DATA BELOW =

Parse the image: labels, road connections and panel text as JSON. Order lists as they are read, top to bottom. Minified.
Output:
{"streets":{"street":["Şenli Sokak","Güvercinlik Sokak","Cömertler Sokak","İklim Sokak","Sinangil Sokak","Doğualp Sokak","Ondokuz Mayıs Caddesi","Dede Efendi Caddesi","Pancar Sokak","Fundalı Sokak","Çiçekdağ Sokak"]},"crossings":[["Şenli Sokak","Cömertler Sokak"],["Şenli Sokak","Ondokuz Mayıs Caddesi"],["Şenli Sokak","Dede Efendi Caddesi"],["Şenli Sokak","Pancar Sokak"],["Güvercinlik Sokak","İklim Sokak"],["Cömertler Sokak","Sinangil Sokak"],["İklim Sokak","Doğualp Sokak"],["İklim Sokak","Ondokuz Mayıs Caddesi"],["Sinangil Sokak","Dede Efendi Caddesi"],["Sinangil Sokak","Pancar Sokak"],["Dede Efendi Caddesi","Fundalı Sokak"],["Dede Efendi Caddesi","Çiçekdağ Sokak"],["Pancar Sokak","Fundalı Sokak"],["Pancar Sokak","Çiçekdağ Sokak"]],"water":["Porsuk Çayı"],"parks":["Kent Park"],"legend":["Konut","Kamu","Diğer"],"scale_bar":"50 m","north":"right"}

DIRECTIONS = All of the material above should be set down again, unaltered.

EXERCISE ANSWER =
Parse the image: labels, road connections and panel text as JSON. Order lists as they are read, top to bottom. Minified.
Output:
{"streets":{"street":["Şenli Sokak","Güvercinlik Sokak","Cömertler Sokak","İklim Sokak","Sinangil Sokak","Doğualp Sokak","Ondokuz Mayıs Caddesi","Dede Efendi Caddesi","Pancar Sokak","Fundalı Sokak","Çiçekdağ Sokak"]},"crossings":[["Şenli Sokak","Cömertler Sokak"],["Şenli Sokak","Ondokuz Mayıs Caddesi"],["Şenli Sokak","Dede Efendi Caddesi"],["Şenli Sokak","Pancar Sokak"],["Güvercinlik Sokak","İklim Sokak"],["Cömertler Sokak","Sinangil Sokak"],["İklim Sokak","Doğualp Sokak"],["İklim Sokak","Ondokuz Mayıs Caddesi"],["Sinangil Sokak","Dede Efendi Caddesi"],["Sinangil Sokak","Pancar Sokak"],["Dede Efendi Caddesi","Fundalı Sokak"],["Dede Efendi Caddesi","Çiçekdağ Sokak"],["Pancar Sokak","Fundalı Sokak"],["Pancar Sokak","Çiçekdağ Sokak"]],"water":["Porsuk Çayı"],"parks":["Kent Park"],"legend":["Konut","Kamu","Diğer"],"scale_bar":"50 m","north":"right"}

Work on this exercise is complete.